La pureza (清 Sei), conforma el tercero de los cuatro principios asentados por Sen no Rikyu en el siglo XVI, base del Cha no yu.
El ritual nipón empieza y termina con un proceso de purificación. Antes de acceder a la sala nos lavamos las manos, nos enjuagamos la boca, nos descalzamos. En el interior del recinto (cha shitsu) se limpian con cuidado y delicadeza todos los utensilios, y simbólicamente estos gestos y todo lo que ocurre mientras tanto, hace que nosotros mismos nos purifiquemos.
Otro modo de hacer tangible el Sei es cuando se barre el jardín de té, cuando se limpia el lugar que uno ocupa, o cuando se portan ropas cuidadas no ostentosas. El ideal de pureza de Rikyu se plasmaba en el aspecto natural del jardín tras haber sido barrido, con unas cuantas hojas caídas “sobre el musgo recién lustrado.”
Un corazón puro y abierto
Para los japoneses, el Sei es la capacidad de tratarse a sí mismo y a los demás con un corazón puro y abierto.
Es una pureza que no se refiere al concepto occidental de minuciosa limpieza de lo material, esa que en ocasiones puede hacer perder la esencia de las cosas, cómo por ejemplo eliminar la oscura huella del té en una taza de blanca porcelana (en este sentido, el “Elogio de la sombra” de J.Tanizaki, es un ejemplo de sensibilidad y delicadeza).

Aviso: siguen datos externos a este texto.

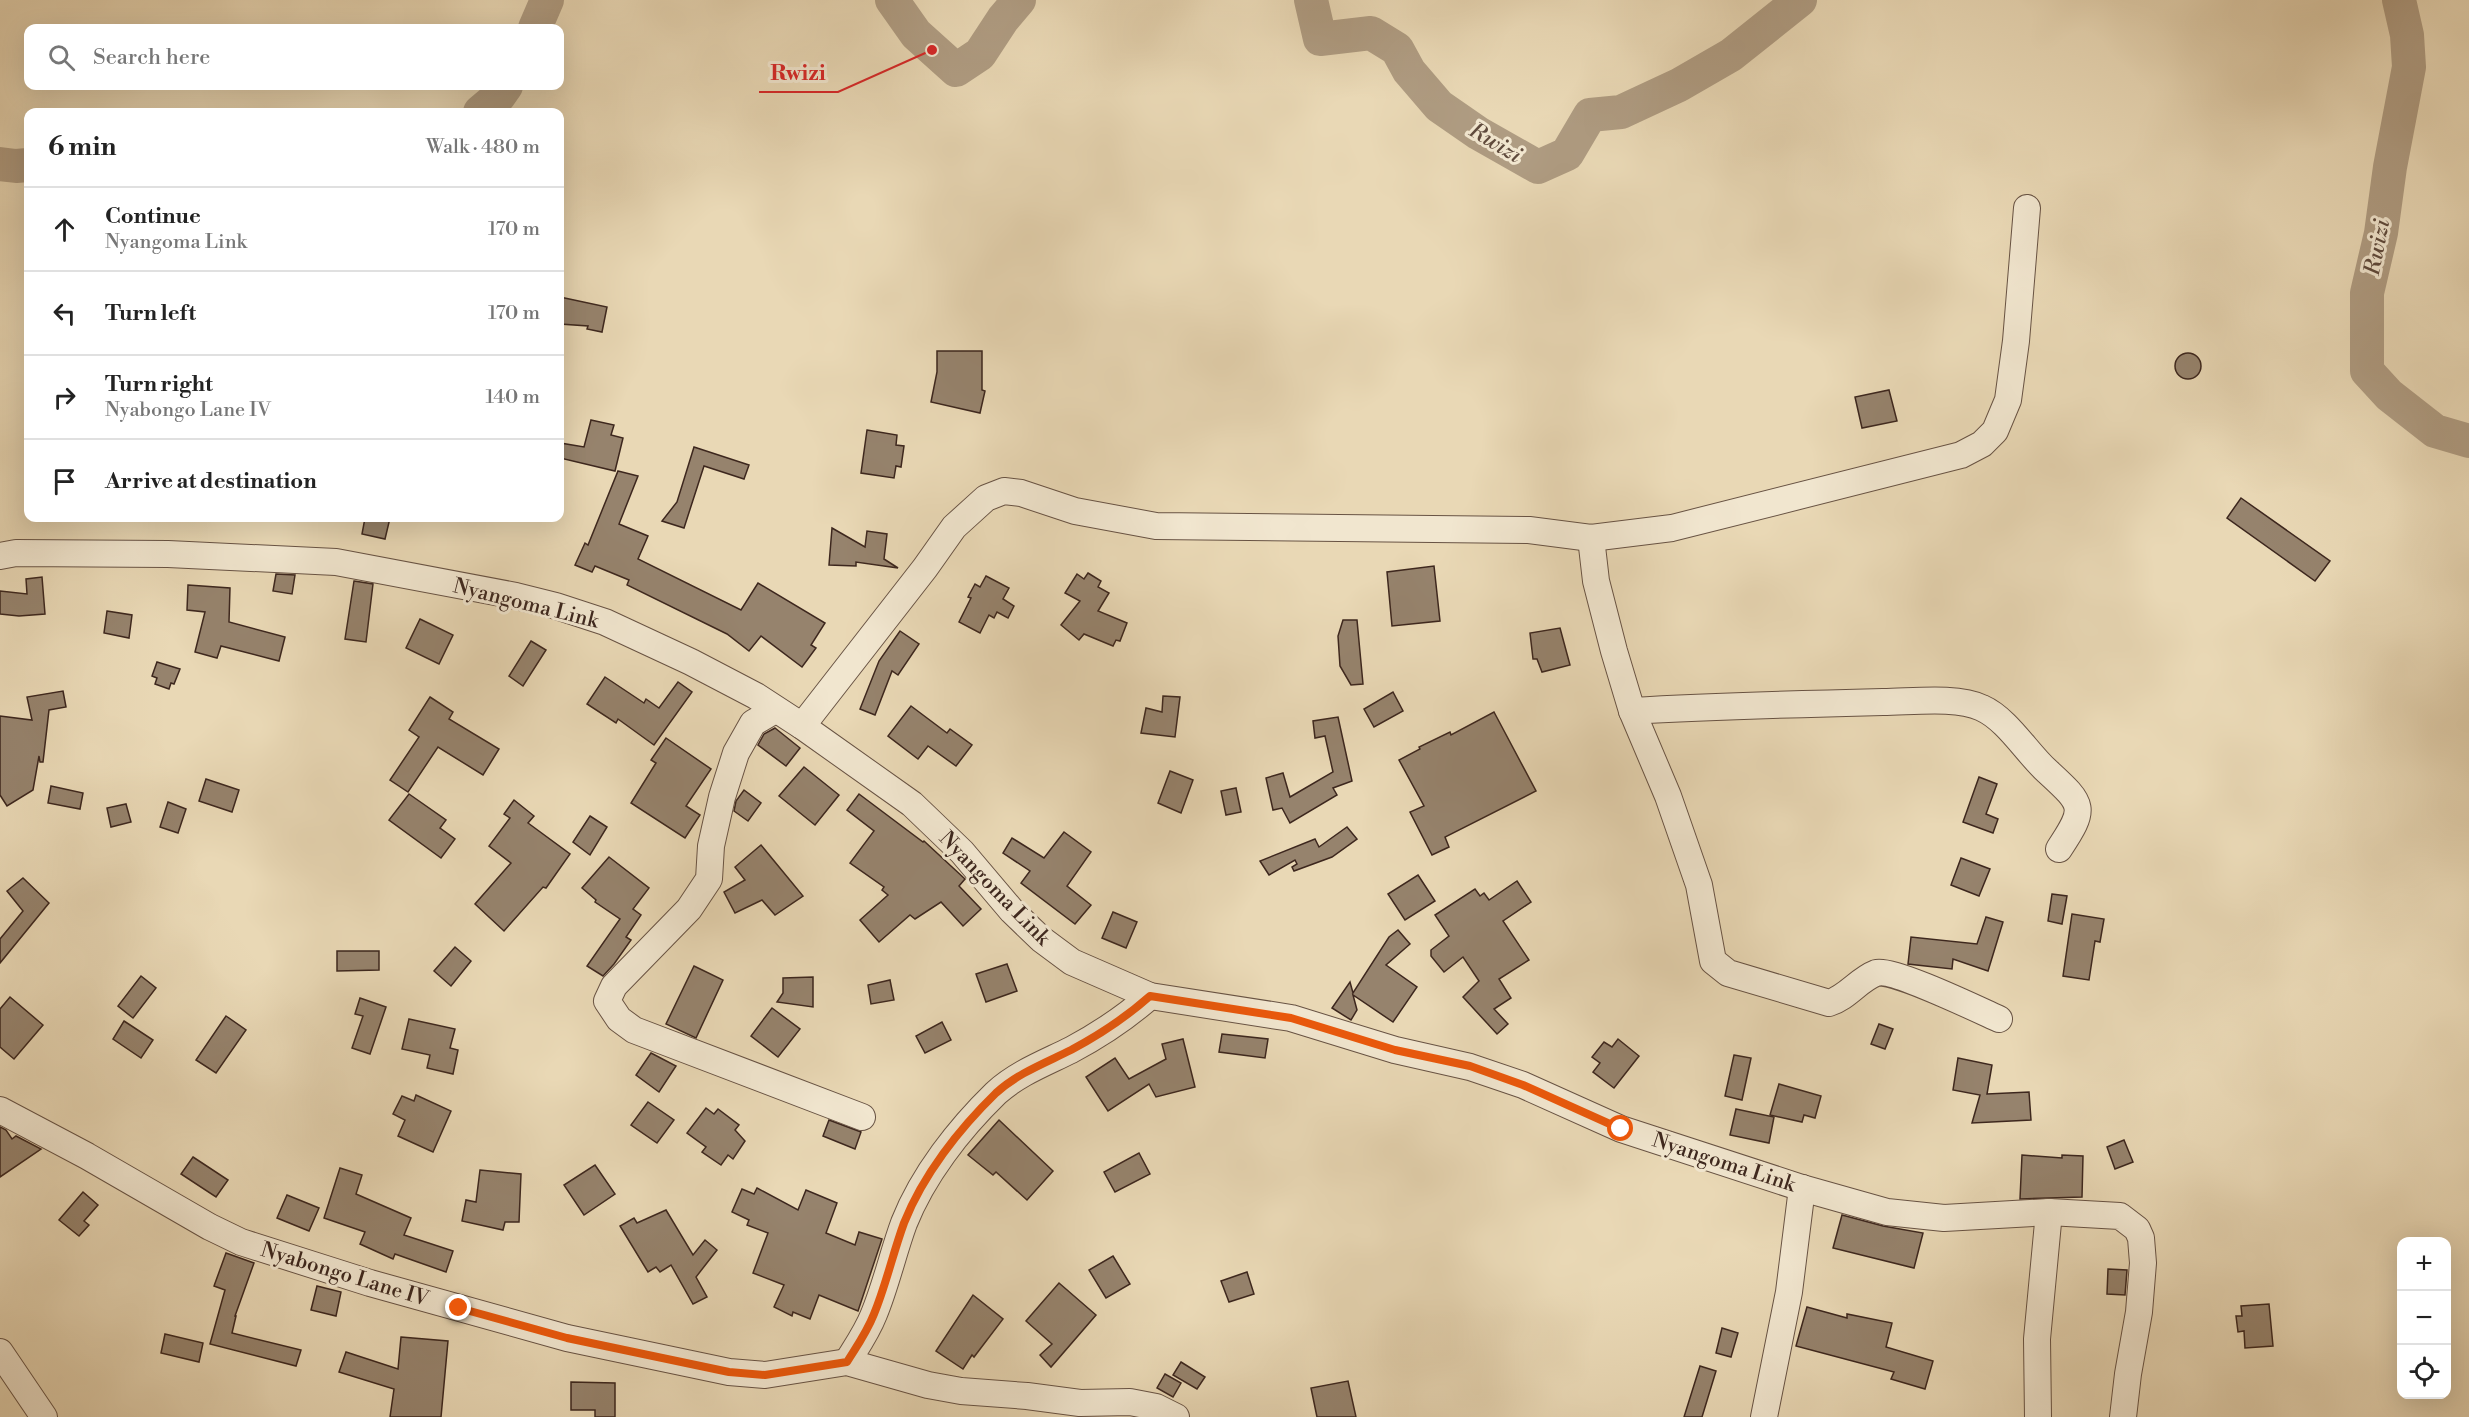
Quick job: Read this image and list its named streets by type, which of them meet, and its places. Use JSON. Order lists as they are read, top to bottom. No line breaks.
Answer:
{"streets":{"street":["Nyangoma Link","Nyabongo Lane IV"]},"water":["Rwizi"],"places":["Rwizi"],"page":{"search":"Search here","heading":["6 min","Walk · 480 m"],"list":[["Continue","Nyangoma Link","170 m"],["Turn left","170 m"],["Turn right","Nyabongo Lane IV","140 m"],"Arrive at destination"],"map_buttons":["+","−"]}}
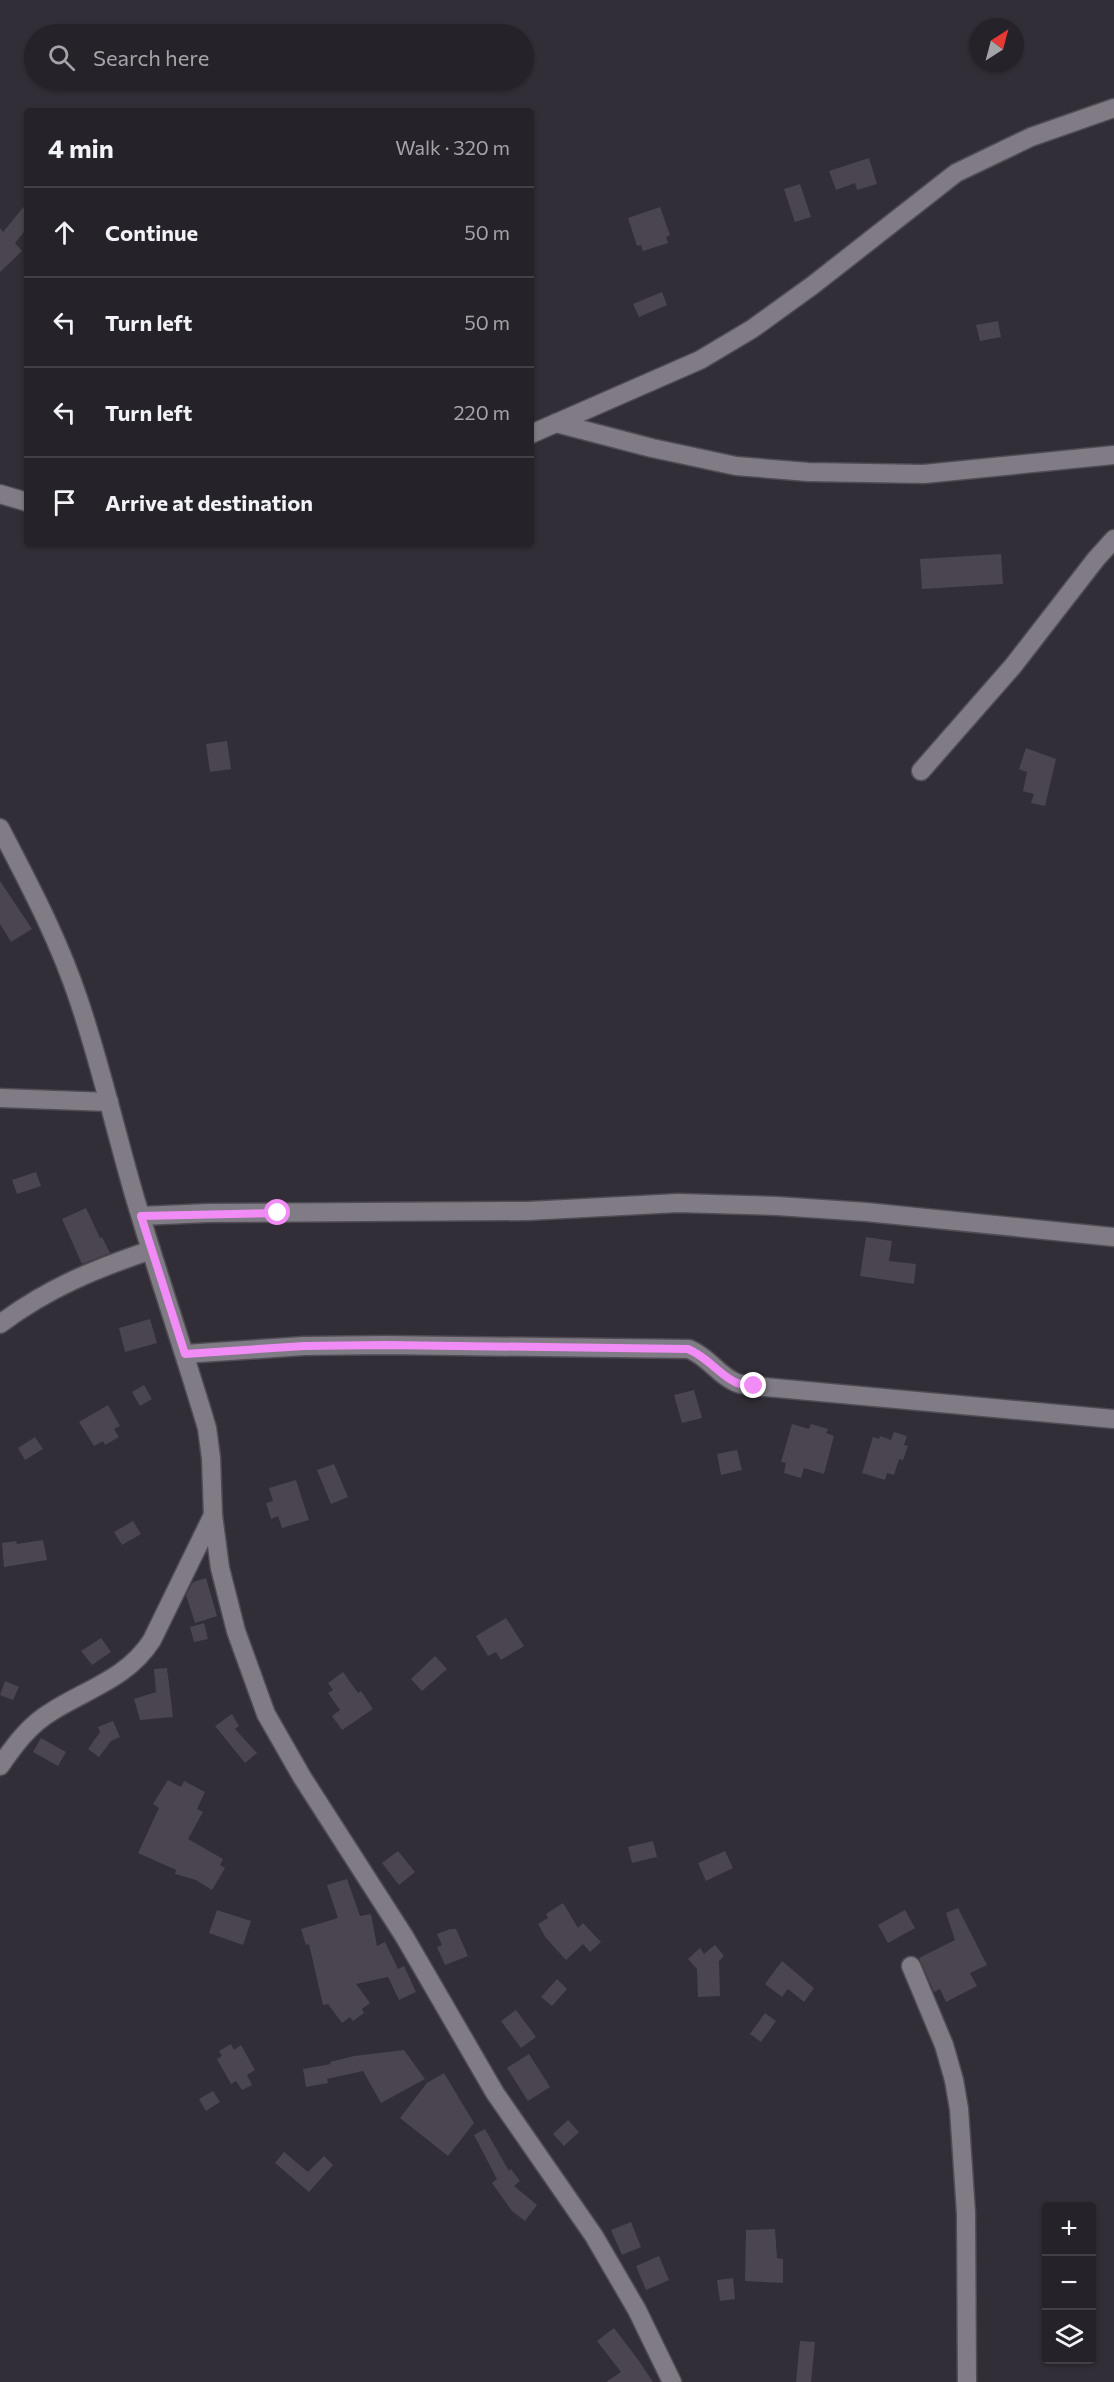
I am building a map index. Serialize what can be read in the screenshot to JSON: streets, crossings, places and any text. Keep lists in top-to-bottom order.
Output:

El Sei, traslada a la existencia la importancia de tener y cultivar un corazón limpio y natural, me atrevería a decir que minimalista. Y es que con la purificación del alma uno se encamina hacía la armonía y el respeto, valores cultivados en el Chado o camino del té, alcanzando la limpieza mundana y espiritual, esencia de todo lo que acontece en la Ceremonia.